Trade, Industry and Competition Minister Parks Tau delivered this warning at a recent stakeholder engagement. He noted that foreign investors remain highly interested in South Africa’s healthcare market. Yet, certain funding models threaten the country’s long-term industrial plans.
Why SA Pharma Localisation Is Stalling In Public Tenders
Some Western investors offer financial support to South African firms but attach restrictive conditions. These strings often favour their own domestic economies. For instance, potential funders for Cape Town-based vaccine manufacturer Biovac might offer grants or loans. However, they insist that critical inputs must come from Europe. Tau warns this approach uses South African policy to support foreign factories instead of local jobs.
Local industry leaders agree that domestic production is losing vital ground. According to Pharmaceuticals Manufactured in South Africa (Pharmisa), the state drives 70% of all domestic pharmaceutical procurement. Despite this massive buying power, foreign importers still dominate public sector tenders.
Stavros Nicolaou, Aspen executive and chair of Pharmisa, revealed a stark decline in domestic procurement. Over the past 12 years, the local manufacturing share fell from 55% to just 14% in key categories. In 2008, local producers won 92% of state tenders. Today, that figure sits at a dismal 22%. In value terms, local awards plummeted from 71% to 24%. Nicolaou stressed that South Africa must first fix its own house before asking global buyers such as Gavi or UNICEF to trust local medicines.
Biovac Expansion Drives National Vaccine Strategy
Despite these setbacks, the state prioritises pharmaceuticals and vaccine production. The government wants to attract foreign capital while keeping transformation central to growth.
Biovac is a black-owned public-private partnership. It serves as the flagship project for this national turnaround strategy. In his 2026 budget vote, Minister Tau confirmed that development finance institutions will fund Biovac’s Cape Town facility. This expansion will enable end-to-end manufacturing. It aims to produce up to 40 million vaccines annually for global export markets.

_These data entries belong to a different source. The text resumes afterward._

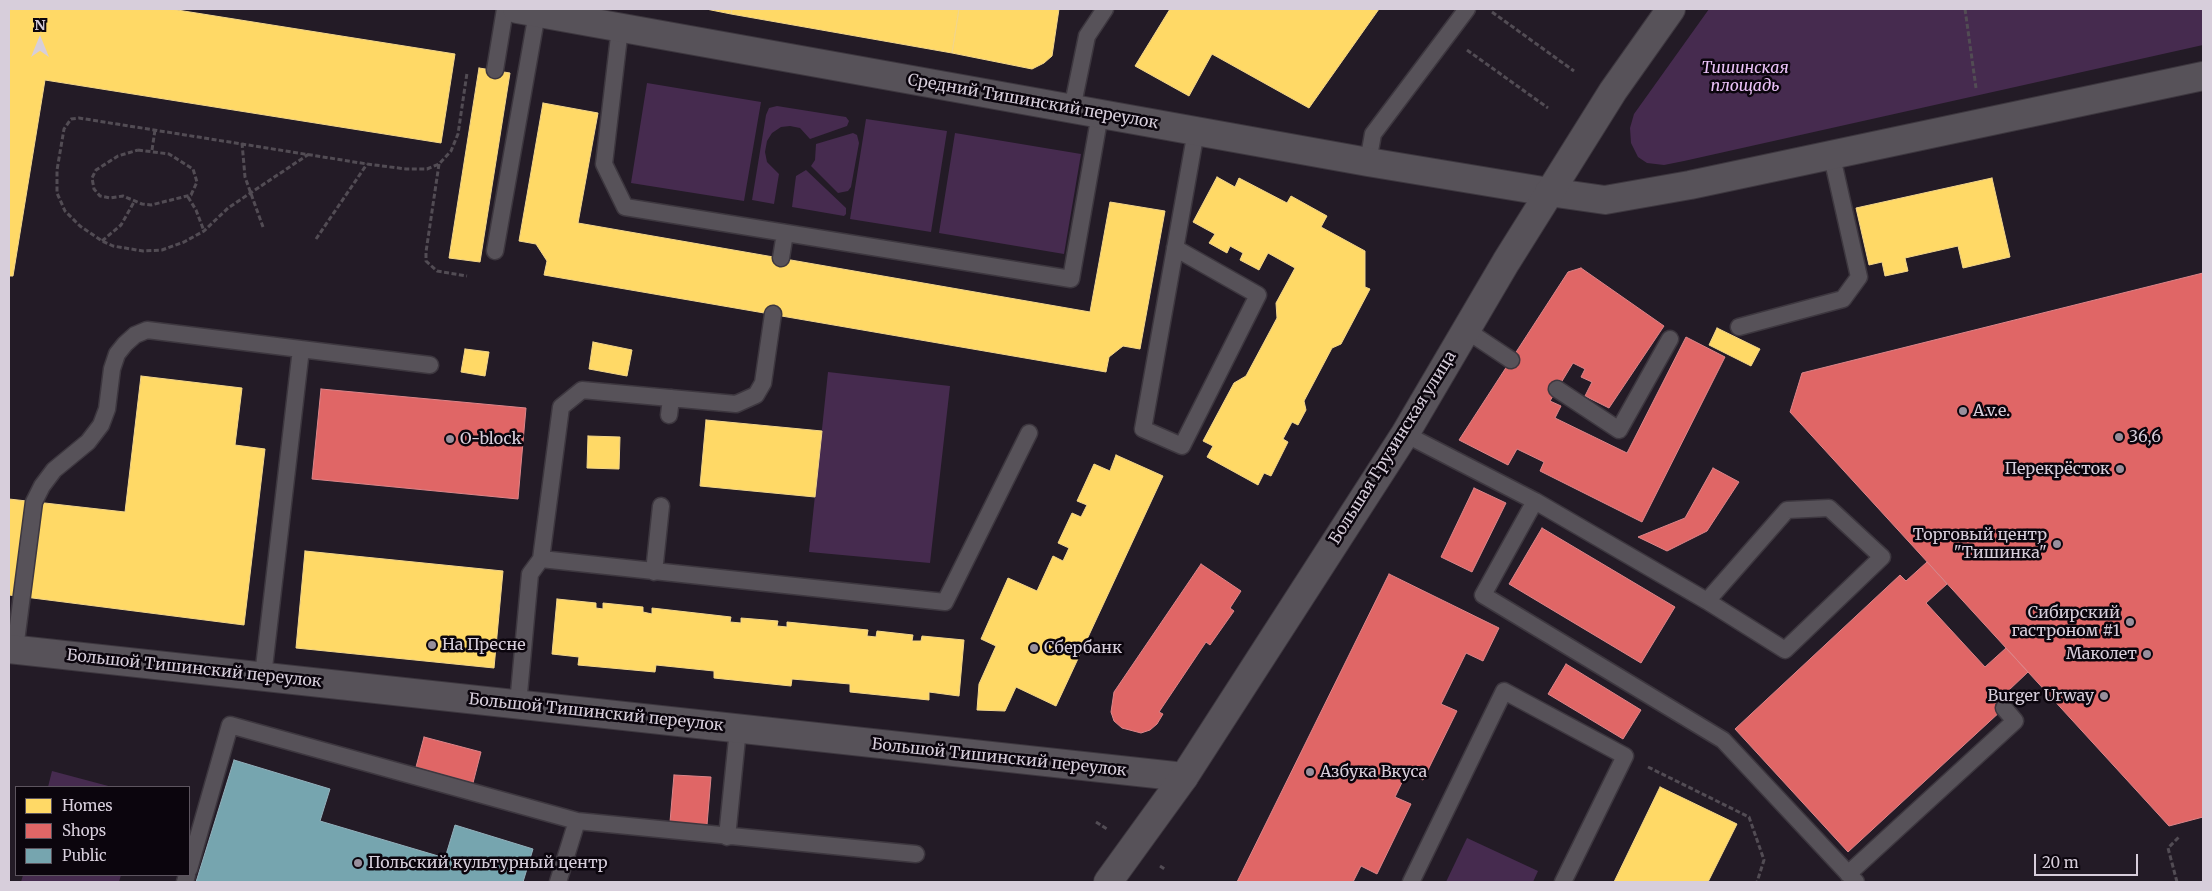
<!DOCTYPE html>
<html>
<head>
<meta charset="utf-8">
<style>
	body { margin:0 }
	#map { position:relative; width:2212px; height:891px; overflow:hidden; background:#231b26; font-family:Merriweather,serif }
	canvas { display:block }
	.frame { position:absolute; inset:0; border:10px solid #d7cedb; pointer-events:none }
	.legend { position:absolute; left:15px; top:786px; width:175px; height:90px; box-sizing:border-box; background:#0b050d; border:1px solid #5d555f; margin:0; padding:6px 9px; list-style:none; font-size:15px; color:#d7cedb }
	.legend li { display:flex; align-items:center; gap:10px; height:25px }
	.legend b { width:25px; border:1px solid #5d555f }
	.north { position:absolute; left:15px; top:15px; width:50px; height:50px; -webkit-text-stroke:4px #0b050d; paint-order:stroke; rotate:0deg; font-size:14px; font-weight:700; line-height:20px; text-align:center; color:#d7cedb }
	.north::after { content:''; display:block; margin:auto; width:18px; height:22px; background:#d7cedb; clip-path:polygon(50% 0,100% 100%,50% 72%,0 100%) }
	.scale { position:absolute; left:2034px; top:854px; width:104px; height:22px; box-sizing:border-box; border:2px solid #d7cedb; border-top:0; padding-left:6px; font-size:15px; line-height:18px; white-space:nowrap; color:#d7cedb; -webkit-text-stroke:4px #0b050d; paint-order:stroke }
</style>
</head>
<body>
<div id="map">
<canvas width="2212" height="891"></canvas>
<div class="frame"></div>
<ul class="legend">
<li><b style="height:14px;background:#ffd966"></b>Homes</li>
<li><b style="height:14px;background:#e06666"></b>Shops</li>
<li><b style="height:14px;background:#76a5af"></b>Public</li>
</ul>
<div class="north">N</div>
<div class="scale">20 m</div>
</div>
<script>
const context = document.querySelector('canvas').getContext('2d');
context.lineJoin = 'round';
function fill(path, color) { context.fillStyle = color; context.fill(path, 'evenodd'); }
const poly = rows => new Path2D(rows.map(r => 'M' + r).join(''));
function stroke(path, color, width, dash) { context.strokeStyle = color; context.lineWidth = width; context.lineCap = dash ? 'butt' : 'round'; context.setLineDash(dash || []); context.stroke(path); }
function write(font, color, halo, rows, align = 'center') {
  context.font = font + ' Merriweather,serif'; context.lineWidth = 5; context.setLineDash([]); context.textBaseline = 'middle'; context.strokeStyle = halo; context.fillStyle = color; for (const [text, x, y, turn = 0] of rows) {
    context.save(); context.translate(x, y); context.rotate((+turn || 0) * Math.PI / 180); context.textAlign = isNaN(turn) ? turn : align; if (halo) context.strokeText(text, 0, 0); context.fillText(text, 0, 0); context.restore();
  }
}
fill(poly([
	[1709,9,2203,9,2203,45,1684,161,1664,165,1647,163,1638,157,1631,143,1630,128,1634,114],
	[647,83,761,102,744,201,631,183],
	[777,106,846,117,849,121,847,126,810,139,800,128,790,126,781,127,772,133,767,141,765,152,767,162,779,174,774,204,752,200,766,115,769,108],
	[866,119,947,131,931,232,850,219],
	[853,133,857,135,859,143,851,187,848,191,838,193,811,166,815,160,816,144],
	[955,133,1081,154,1064,254,939,233],
	[806,170,846,208,846,214,844,216,792,207,796,176],
	[828,372,950,386,930,563,809,552],
	[52,771,112,787,48,787],
	[1467,838,1538,871,1533,882,1446,882],
	[23,875,121,875,119,882,21,882]
]), '#462b4f');
const homes = poly([
	[9,9,171,9,455,54,441,143,45,80,13,276,9,276,9,9],
	[706,9,732,9,731,14,706,9],
	[732,9,959,9,952,53,731,14,732,9],
	[959,9,1059,9,1052,56,1044,63,1032,69,952,53,959,9],
	[1170,9,1379,9,1309,108,1212,54,1189,96,1135,66,1170,9],
	[479,68,510,73,480,262,449,258,479,68],
	[543,103,598,113,578,223,1090,312,1110,202,1165,211,1140,349,1123,346,1109,357,1106,372,544,275,547,261,536,244,519,241,543,103],
	[1217,177,1235,187,1239,178,1287,203,1291,196,1327,216,1321,227,1365,251,1365,287,1370,289,1341,344,1332,348,1304,401,1306,410,1298,425,1292,422,1283,439,1288,442,1271,476,1264,473,1258,485,1207,457,1213,446,1203,441,1234,383,1246,376,1277,318,1276,303,1295,268,1268,253,1259,270,1240,260,1243,253,1230,246,1227,253,1209,243,1215,234,1193,222,1217,177],
	[1992,178,2010,257,1963,268,1958,246,1905,258,1908,271,1885,276,1882,262,1869,265,1856,208,1992,178],
	[1717,328,1760,349,1751,366,1709,345,1717,328],
	[593,342,632,350,627,376,589,369,593,342],
	[465,349,489,352,485,376,461,372,465,349],
	[141,376,242,388,235,445,265,449,244,625,9,595,9,499,125,512,141,376],
	[706,420,822,431,815,497,700,486,706,420],
	[588,436,620,437,619,469,587,468,588,436],
	[1116,455,1163,476,1056,706,1016,687,1005,711,977,710,979,684,996,646,981,639,1008,578,1037,591,1053,556,1063,561,1069,548,1058,543,1072,513,1081,517,1087,505,1077,501,1094,464,1110,471,1116,455],
	[305,551,503,571,494,668,296,648,305,551],
	[557,599,596,603,596,608,603,609,603,603,643,607,643,612,652,614,652,608,731,617,730,622,741,623,741,618,778,621,777,626,787,627,787,622,868,630,867,636,876,637,877,631,913,635,912,641,921,641,922,636,964,640,959,696,929,692,929,700,850,692,850,684,792,679,791,686,714,678,714,671,656,665,655,672,578,665,579,657,552,654,557,599],
	[1660,787,1737,824,1708,882,1614,882,1660,787]
]);
fill(homes, '#ffd966');
stroke(homes, '#f3d689', 1);
const shops = poly([
	[1581,268,1664,326,1609,408,1585,396,1592,382,1581,377,1585,369,1573,363,1550,401,1561,406,1555,418,1627,453,1686,337,1725,357,1642,522,1540,471,1544,462,1517,449,1508,465,1459,440,1568,272,1581,268],
	[2203,273,2203,817,2169,826,1790,412,1802,373,2203,273],
	[321,389,526,408,518,499,312,479,321,389],
	[1713,468,1739,482,1707,531,1667,551,1638,537,1685,518,1713,468],
	[1474,488,1506,503,1472,572,1441,557,1474,488],
	[1542,528,1675,607,1641,663,1509,584,1542,528],
	[1927,562,1947,584,1926,603,1985,667,2006,648,2028,672,2008,691,2015,698,1848,852,1735,729,1900,575,1906,581,1927,562],
	[1201,564,1241,591,1230,608,1234,611,1210,645,1206,642,1159,712,1163,714,1157,724,1150,730,1141,733,1122,728,1114,721,1111,712,1114,692,1201,564],
	[1389,574,1499,628,1483,661,1466,653,1441,704,1457,711,1423,780,1407,772,1395,797,1411,804,1377,874,1361,866,1353,882,1237,882,1389,574],
	[1566,664,1641,710,1623,739,1548,694,1566,664],
	[424,737,481,752,473,783,416,767,424,737],
	[674,775,711,777,707,825,670,822,674,775]
]);
fill(shops, '#e06666');
stroke(shops, '#dd8589', 1);
const public = poly([
	[234,760,330,789,320,821,445,858,455,825,533,849,523,882,196,882,234,760]
]);
fill(public, '#76a5af');
stroke(public, '#93b1bc', 1);
const service = poly([
	[620,28,604,164,625,207,1071,279,1100,114],
	[495,70,505,9],
	[1072,109,1087,36,1105,9],
	[1368,162,1373,134,1467,9],
	[1175,248,1258,295,1182,446,1143,429,1196,131],
	[495,251,537,13],
	[781,258,785,233],
	[1739,327,1843,299,1859,277,1832,157],
	[1466,330,1511,360],
	[1557,389,1619,430,1670,339],
	[669,415,671,398],
	[1405,434,1535,501,1707,601,1785,650,1882,557,1829,508,1787,510,1707,601],
	[1535,501,1483,595,1723,740,1856,882],
	[541,559,561,407,582,390,736,404,756,395,763,383,773,314],
	[654,572,661,506],
	[15,649,34,502,42,486,54,470,88,442,101,425,107,409,112,369,117,354,125,344,135,335,147,330,430,365],
	[263,676,301,349],
	[518,704,530,574,541,559,945,602,1029,433],
	[727,837,738,729],
	[189,869,230,725,577,821,916,854],
	[1848,874,2015,721,2004,708],
	[185,882,187,875],
	[558,882,577,821],
	[1411,882,1504,691,1625,756,1563,882]
]);
const minor = poly([
	[517,9,1368,162,1549,192]
]);
const tertiary = poly([
	[1549,192,1605,200,1690,185,2203,76],
	[9,649,1184,777]
]);
const secondary = poly([
	[1108,882,1184,777,1405,434,1506,262,1613,91,1671,9]
]);
stroke(service, '#3d373f', 19);
stroke(minor, '#3d373f', 30);
stroke(tertiary, '#3d373f', 30);
stroke(secondary, '#3d373f', 30);
stroke(poly([
	[1965,9,1976,88],
	[1492,12,1574,71],
	[1467,50,1548,108],
	[242,143,245,177,263,227],
	[138,150,169,154,193,169,197,182,191,195,151,205,142,204,123,196,110,198,100,196,94,189,92,178,96,170,118,156,138,150],
	[152,150,155,130],
	[309,154,228,208,204,231,184,242,162,250,143,251,113,246,102,241,80,226,65,211,57,193,57,170,64,129,71,119,79,118,367,164,406,169,427,169,439,164,451,151,458,134,467,73],
	[439,164,426,252,426,261,437,271,467,276],
	[188,197,196,210,204,231],
	[316,239,367,164],
	[102,241,121,225,134,202],
	[1648,767,1749,817,1764,860,1757,882],
	[1096,822,1107,829],
	[1160,866,1166,870],
	[2177,882,2168,848,2180,836]
]), '#524c54', 3, [5, 2.5]);
stroke(service, '#575259', 16);
stroke(minor, '#575259', 28);
stroke(tertiary, '#575259', 28);
stroke(secondary, '#575259', 28);
for (const [x, y, r, color] of [
	[1963,411,5,"#988f9c"],
	[2119,437,5,"#988f9c"],
	[450,439,5,"#988f9c"],
	[2120,469,5,"#988f9c"],
	[2057,544,5,"#988f9c"],
	[2130,622,5,"#988f9c"],
	[432,645,5,"#988f9c"],
	[1034,648,5,"#988f9c"],
	[2147,654,5,"#988f9c"],
	[2104,696,5,"#988f9c"],
	[1310,772,5,"#988f9c"],
	[358,863,5,"#988f9c"]
]) { const dot = new Path2D(); dot.arc(x, y, r, 0, 2 * Math.PI); context.fillStyle = color; context.fill(dot); stroke(dot, '#0b050d', 2); }
write('italic 16px', '#ebc2f8', '#0b050d', [
	["Тишинская",1745,68],
	["площадь",1745,86]
]);
write('16px', '#d7cedb', '#0b050d', [
	["Средний Тишинский переулок",1033,102,10],
	["Большая Грузинская улица",1393,448,-58],
	["Большой Тишинский переулок",194,669,6],
	["Большой Тишинский переулок",596,713,6],
	["Большой Тишинский переулок",999,758,6]
]);
write('16px', '#d7cedb', '#0b050d', [
	["A.v.e.",1973,411],
	["36,6",2129,437],
	["O-block",460,439],
	["Перекрёсток",2110,469,"right"],
	["Торговый центр",2047,535,"right"],
	["\"Тишинка\"",2047,553,"right"],
	["Сибирский",2120,613,"right"],
	["гастроном #1",2120,631,"right"],
	["На Пресне",442,645],
	["Сбербанк",1044,648],
	["Маколет",2137,654,"right"],
	["Burger Urway",2094,696,"right"],
	["Азбука Вкуса",1320,772],
	["Польский культурный центр",368,863]
], 'left');
</script>
</body>
</html>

Biovac CEO Morena Makhoana confirmed the company is currently developing four new products. These target major international buyers like UNICEF and Gavi. The products are undergoing technology transfer development. While focusing on exports, Biovac continues to supply the local Department of Health.
Balancing SA Pharma Localisation With Global Medical Innovation
Achieving total independence is complex. Multinational pharmaceutical companies argue that total localisation is unrealistic for highly complex treatments. Specialised expertise and advanced delivery systems are difficult to replicate overnight.
Neel Andhee-Shah, interim country president for AstraZeneca’s African cluster, supports the state’s manufacturing vision. However, he emphasises that the market must still welcome global innovation. Highly specialised fields like oncology and advanced injectables require a global scale.
Currently, global innovators face fierce competition from generics in public tenders. These tenders focus heavily on low pricing and high volume. For multinational firms, investing in local infrastructure depends entirely on sustainable demand. South Africa and the wider African continent must offer enough volume to justify building local factories.